- **Try it**: Each line that contains the string "compass" counts once; report how many such lines appear in the data, as a number only.

- **Given entries**:
# # # # #

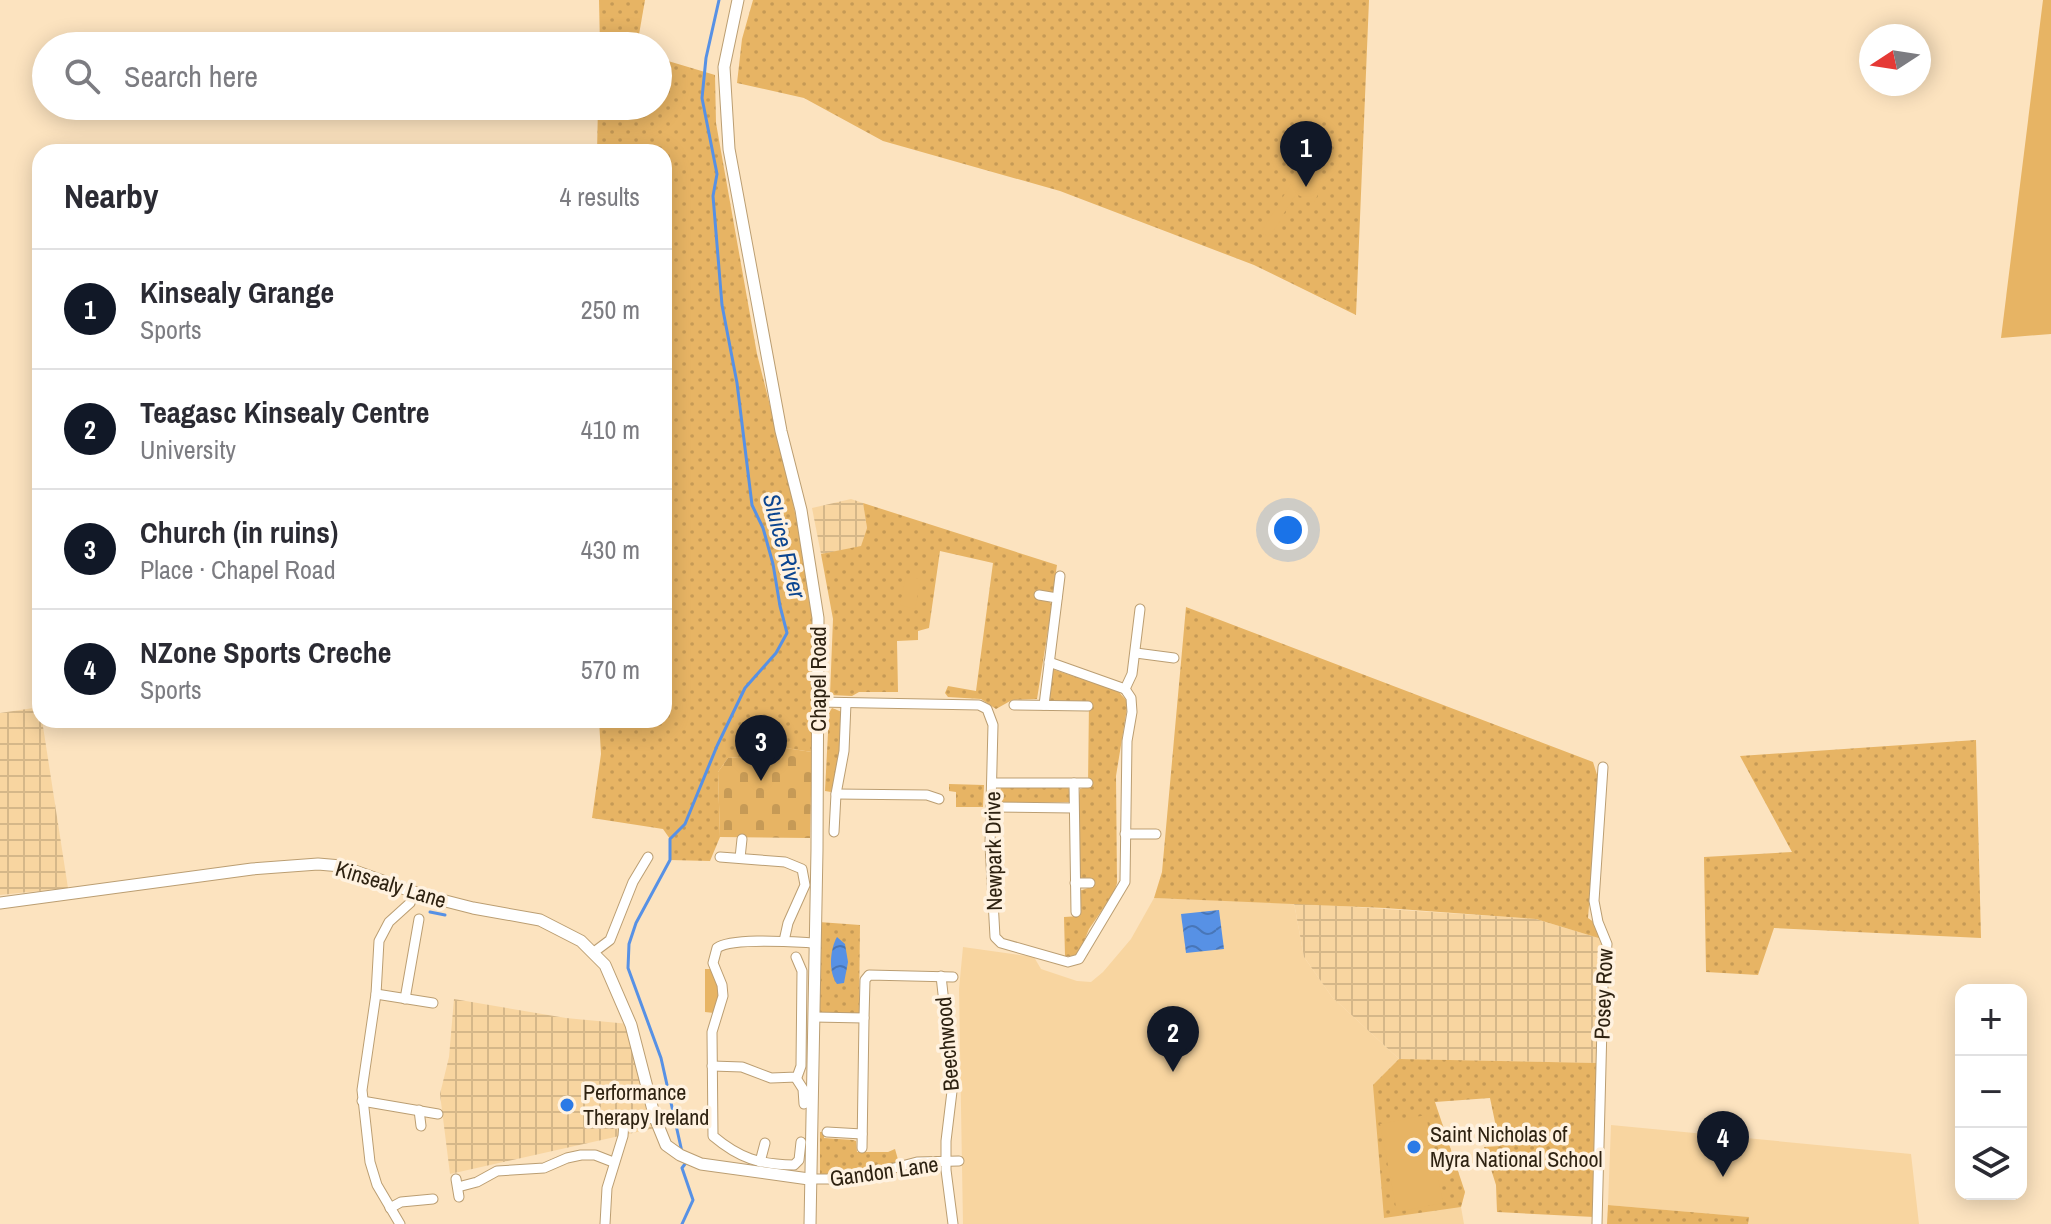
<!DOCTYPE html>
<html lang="en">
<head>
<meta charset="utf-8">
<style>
	:root { --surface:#fff; --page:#f7f7f7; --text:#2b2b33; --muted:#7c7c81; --line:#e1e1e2; --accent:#111827 }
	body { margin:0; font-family:"Archivo Narrow",sans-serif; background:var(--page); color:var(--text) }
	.controls { position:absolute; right:24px; bottom:24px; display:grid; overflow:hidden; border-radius:16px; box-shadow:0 4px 20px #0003 }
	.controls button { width:72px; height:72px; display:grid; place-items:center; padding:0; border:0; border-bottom:2px solid var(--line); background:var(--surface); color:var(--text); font:40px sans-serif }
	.compass { position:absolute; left:1859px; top:24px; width:72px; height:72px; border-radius:50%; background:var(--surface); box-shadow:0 4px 20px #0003; rotate:258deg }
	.you { position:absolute; left:1288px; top:530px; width:28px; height:28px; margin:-20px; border:6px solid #fff; border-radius:50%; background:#1a73e8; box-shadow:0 0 0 12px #1a73e833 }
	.badge { display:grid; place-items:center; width:52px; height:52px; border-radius:50%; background:var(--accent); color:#fff; font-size:26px; font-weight:700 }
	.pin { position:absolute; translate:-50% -66px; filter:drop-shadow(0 2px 4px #0008) }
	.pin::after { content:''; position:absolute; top:42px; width:28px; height:24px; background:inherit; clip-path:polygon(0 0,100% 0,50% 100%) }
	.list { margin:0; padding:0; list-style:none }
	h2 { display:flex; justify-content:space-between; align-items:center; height:104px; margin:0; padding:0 32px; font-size:34px }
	h2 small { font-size:26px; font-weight:400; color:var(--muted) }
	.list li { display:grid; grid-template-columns:52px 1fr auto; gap:24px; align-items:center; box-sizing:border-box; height:120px; padding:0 32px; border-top:2px solid var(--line) }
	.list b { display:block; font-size:30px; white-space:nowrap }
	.list p { margin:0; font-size:26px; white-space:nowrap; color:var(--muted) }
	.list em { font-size:26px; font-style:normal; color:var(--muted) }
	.icon { flex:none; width:44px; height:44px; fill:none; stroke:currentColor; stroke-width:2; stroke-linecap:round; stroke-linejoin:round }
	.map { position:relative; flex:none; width:2051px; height:1224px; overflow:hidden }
	.search { position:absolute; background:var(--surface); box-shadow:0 4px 20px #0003; left:32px; top:32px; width:640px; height:88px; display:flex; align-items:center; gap:20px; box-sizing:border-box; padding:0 28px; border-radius:44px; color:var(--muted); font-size:30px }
	.panel { position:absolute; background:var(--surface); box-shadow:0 4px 20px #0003; left:32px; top:144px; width:640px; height:584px; border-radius:24px }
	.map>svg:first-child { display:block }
</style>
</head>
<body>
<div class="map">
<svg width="2051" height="1224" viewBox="0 0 2051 1224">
	<defs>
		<pattern id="industrial-grid" width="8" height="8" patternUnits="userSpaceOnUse" patternTransform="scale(2)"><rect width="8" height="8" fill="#f8d5a0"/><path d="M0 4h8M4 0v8" fill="none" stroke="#d5b789"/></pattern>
		<pattern id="grass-dots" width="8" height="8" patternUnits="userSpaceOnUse" patternTransform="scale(2)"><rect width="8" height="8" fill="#e7b464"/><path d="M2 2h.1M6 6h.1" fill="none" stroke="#c69a56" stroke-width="1.8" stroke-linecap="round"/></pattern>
		<pattern id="cemetery-stones" width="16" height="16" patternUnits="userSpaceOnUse" patternTransform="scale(2)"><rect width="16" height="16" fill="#e7b464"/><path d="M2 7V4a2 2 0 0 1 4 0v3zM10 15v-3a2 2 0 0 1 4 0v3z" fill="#c69a56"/></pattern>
		<pattern id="water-waves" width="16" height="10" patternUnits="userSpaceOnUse" patternTransform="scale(2)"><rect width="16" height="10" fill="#5791e5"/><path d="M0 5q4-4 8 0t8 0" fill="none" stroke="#4876b8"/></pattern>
	</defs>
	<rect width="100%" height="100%" fill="#fce3bf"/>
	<!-- built -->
	<g fill="#f8d5a0">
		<path d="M1154,898L1294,903L1304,957L1332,997L1399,1059L1415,1081L1465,1192L1461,1207L1464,1224H963L959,989L963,947L1034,957L1041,969L1077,981L1091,982L1103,972L1131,939Z"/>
		<path d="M1611,1125L1911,1154L1919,1224H1748V1217L1608,1205Z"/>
	</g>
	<!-- industrial -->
	<g fill="url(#industrial-grid)">
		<path d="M851,499L863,503L867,528L861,547L821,554L812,508Z"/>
		<path d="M40,707L68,888L0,895V713Z"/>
		<path d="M1294,903L1536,919L1605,940L1598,1063L1399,1059L1332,997L1304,957Z"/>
		<path d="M454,999L566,1018L629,1024L655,1128L450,1174L440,1094L449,1057Z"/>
	</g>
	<!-- grass -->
	<g fill="url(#grass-dots)">
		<path d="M599,0H645L637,46H600Z"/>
		<path d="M753,0H1369L1356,315L1254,265L1060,191L883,141L804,98L737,83L742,39Z"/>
		<path d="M658,58L715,75L716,123L757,354L787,473L807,572L813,620L812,752L779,747L751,756L728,758L718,772L720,837L710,861L670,860V839L663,829L592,818L601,754L599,720H664V152H597L598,106H658Z"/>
		<path d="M863,503L1057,565L1053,592H1048V600L1052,605L1037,699L1012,700L996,709L981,699L948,697L945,693L948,686L976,691L993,563L940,551L929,628L918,631V640L897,641L898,692H859L852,696L830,695L833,619L821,554L861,546L867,528Z"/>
		<path d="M1186,607L1593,762L1599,781L1588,918L1605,930V940L1536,919L1385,908L1154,898L1162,872Z"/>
		<path d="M1052,669L1118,691L1126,700L1127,708L1116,776L1117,883L1114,893L1089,929L1078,956H1065L1064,917L1080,916L1079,891L1091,887L1079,877L1077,809L1080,789L1088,786L1089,702L1049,700Z"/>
		<path d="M832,708L842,712L840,758L831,792L825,791L829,713Z"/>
		<path d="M1976,740L1981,938L1774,928L1758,975L1706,972L1704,857L1792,852L1740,756Z"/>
		<path d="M949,784L984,785L983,807H956V792L949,791Z"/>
		<path d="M1001,786L1068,788L1070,790V802L1000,803Z"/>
		<path d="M819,922L860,925L859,1013L856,1015L818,1013Z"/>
		<path d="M1399,1059L1598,1063L1594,1217L1497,1212L1496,1185L1484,1147L1500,1146L1490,1098L1435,1102L1465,1192L1461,1207L1384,1218L1373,1085Z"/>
		<path d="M820,1132H824V1138L853,1140L856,1141L857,1152H888L895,1149L899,1163L855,1176L820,1177Z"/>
		<path d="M1608,1205L1749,1217L1748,1224H1607Z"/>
	</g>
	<!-- cemetery -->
	<path fill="url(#cemetery-stones)" d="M779,747L812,752L810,838L720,837L718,772L728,758L751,756Z"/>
	<!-- park -->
	<g fill="#e7b464">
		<path d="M2043,0H2051V334L2001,338Z"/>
		<path d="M1314,126L1322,128L1308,172L1325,179L1314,203L1296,194L1281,218L1282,219L1268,237L1261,232C1286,193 1301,171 1314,126Z"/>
		<path d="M906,576L921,579L915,609L900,605Z"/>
		<path d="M705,969H713C721,986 720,996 714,1013L705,1012Z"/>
		<path d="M1426,1115L1443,1203L1397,1212L1380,1124Z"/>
	</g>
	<!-- water -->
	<g fill="url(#water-waves)">
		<path d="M1219,910L1224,949L1186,953L1181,914Z"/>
		<path d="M837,937L845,944L848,962L844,983L837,984C828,972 830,949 837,937Z"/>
	</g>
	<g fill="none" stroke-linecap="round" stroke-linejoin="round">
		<!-- stream -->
		<g stroke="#5791e5" stroke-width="3">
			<path d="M430,912L445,915"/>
			<path d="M682,1152L661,1058L628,968L629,944L636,923L670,860V839L685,824L717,746L745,688L776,653L787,633L780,606L773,564L763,528L752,505L737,383L722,305L713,196L717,174L702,98L706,58L719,0"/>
			<path d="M682,1224L693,1200L682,1168L685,1164"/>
		</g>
		<defs>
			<g id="minor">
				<path d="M1039,595L1057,598"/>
				<path d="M1136,653L1174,658"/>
				<path d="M1049,662L1125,689"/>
				<path d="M1125,689L1132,674L1140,609"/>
				<path d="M818,702L979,705L987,709L993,725L990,845L995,937L1001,943L1068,962L1079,959L1125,882L1127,741L1132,712L1131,698L1125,689"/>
				<path d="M1014,705L1088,706"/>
				<path d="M1044,705L1060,576"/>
				<path d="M992,783H1088"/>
				<path d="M1074,783L1076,912"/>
				<path d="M836,794L927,795L939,799"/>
				<path d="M992,807L1073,808"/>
				<path d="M834,832L836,794L844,751L846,703"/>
				<path d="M1125,834H1156"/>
				<path d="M720,857L785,862L802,869L805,885L788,923L784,941"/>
				<path d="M740,858L742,839"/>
				<path d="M1075,883H1090"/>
				<path d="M594,952L610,940L633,882L648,857"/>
				<path d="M941,976L953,1083L946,1141V1170L953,1224"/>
				<path d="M376,994L433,1003"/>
				<path d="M405,999L419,919"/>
				<path d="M814,1017L864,1018L865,980L869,975L953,977"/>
				<path d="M712,1066L742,1067L771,1078L797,1077L801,1066L802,971L796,957"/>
				<path d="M796,1078L803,1089L804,1104"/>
				<path d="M362,1101L438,1114"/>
				<path d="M419,1110L421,1126"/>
				<path d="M609,1123L655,1118"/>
				<path d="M827,1132L862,1134"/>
				<path d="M801,1142L799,1160L794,1165C760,1165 739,1158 713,1136L712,1032L723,996L722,985L713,963L717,948C732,937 794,942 815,943"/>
				<path d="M862,1148L864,1018"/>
				<path d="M760,1162L765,1143"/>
				<path d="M456,1179L459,1197"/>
				<path d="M809,1179H852L917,1162L959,1161"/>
				<path d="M458,1187L477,1182L497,1171L544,1168L567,1158L581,1155H595L613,1162"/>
				<path d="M390,1208L401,1202L433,1199"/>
				<path d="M400,1224L377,1185L370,1162L362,1090L376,994L379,941L389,922L410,903L414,892"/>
				<path d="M605,1224L607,1188L623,1136L624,1122"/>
				<path d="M1597,1224L1603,986L1607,944L1598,922L1594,901L1603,767"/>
			</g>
			<g id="tertiary">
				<path d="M738,0L724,67L729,149L781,431L801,510L818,618L817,850L810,1224"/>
				<path d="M0,903L252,869L318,864L341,866L422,895L473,908L540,920L581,941L605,965L631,1025L655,1118L666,1145L680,1155L701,1164L809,1179"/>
			</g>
		</defs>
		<!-- minor casing -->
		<use href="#minor" stroke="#bb9e72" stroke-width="11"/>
		<!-- tertiary casing -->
		<use href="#tertiary" stroke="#bb9e72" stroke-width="13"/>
		<!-- minor -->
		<use href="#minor" stroke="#fff" stroke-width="9"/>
		<!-- tertiary -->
		<use href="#tertiary" stroke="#fff" stroke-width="11"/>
	</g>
	<!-- markers -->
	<g fill="#2b7ae6" stroke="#fff2e0" stroke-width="3">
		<circle cx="567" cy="1105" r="8"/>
		<circle cx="1414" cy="1147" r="8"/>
	</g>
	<g text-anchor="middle" stroke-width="7" stroke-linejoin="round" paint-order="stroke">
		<!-- street labels -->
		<g font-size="22" fill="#2e2211" stroke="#fff2e0">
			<text transform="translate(818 679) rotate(-90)" y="8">Chapel Road</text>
			<text transform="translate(993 851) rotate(-91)" y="8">Newpark Drive</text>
			<text transform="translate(391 884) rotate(17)" y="8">Kinsealy Lane</text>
			<text transform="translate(1603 994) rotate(-88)" y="8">Posey Row</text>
			<text transform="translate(947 1044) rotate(-95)" y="8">Beechwood</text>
			<text transform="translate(884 1171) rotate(-8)" y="8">Gandon Lane</text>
		</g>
		<!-- poi labels -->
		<g font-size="22" fill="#2e2211" stroke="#fff2e0" text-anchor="start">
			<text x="583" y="1100">Performance<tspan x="583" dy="25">Therapy Ireland</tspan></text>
			<text x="1430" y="1142">Saint Nicholas of<tspan x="1430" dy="25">Myra National School</tspan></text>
		</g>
		<!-- water labels -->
		<g font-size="24" font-style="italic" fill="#0b4590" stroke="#fff2e0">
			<text transform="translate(784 546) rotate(75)" y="8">Sluice River</text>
		</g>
	</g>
</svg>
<div class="controls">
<button>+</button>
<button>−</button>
<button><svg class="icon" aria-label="layers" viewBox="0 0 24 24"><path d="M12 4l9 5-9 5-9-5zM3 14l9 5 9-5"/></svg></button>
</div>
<svg class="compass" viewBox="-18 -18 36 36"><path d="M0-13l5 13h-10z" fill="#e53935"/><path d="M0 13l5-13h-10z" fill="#7c7c81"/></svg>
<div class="you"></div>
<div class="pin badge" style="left:1306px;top:187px">1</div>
<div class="pin badge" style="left:1173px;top:1072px">2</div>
<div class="pin badge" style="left:761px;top:781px">3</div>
<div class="pin badge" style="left:1723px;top:1177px">4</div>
<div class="search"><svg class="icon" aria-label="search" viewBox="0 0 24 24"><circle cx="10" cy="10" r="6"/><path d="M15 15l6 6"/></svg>Search here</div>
<section class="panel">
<h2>Nearby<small>4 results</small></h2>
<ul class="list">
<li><span class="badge">1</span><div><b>Kinsealy Grange</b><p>Sports</p></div><em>250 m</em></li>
<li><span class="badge">2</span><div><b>Teagasc Kinsealy Centre</b><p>University</p></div><em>410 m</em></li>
<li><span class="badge">3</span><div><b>Church (in ruins)</b><p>Place · Chapel Road</p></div><em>430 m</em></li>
<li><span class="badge">4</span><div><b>NZone Sports Creche</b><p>Sports</p></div><em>570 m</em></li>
</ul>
</section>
</div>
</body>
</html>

# # # # #

- **Answer box**: 2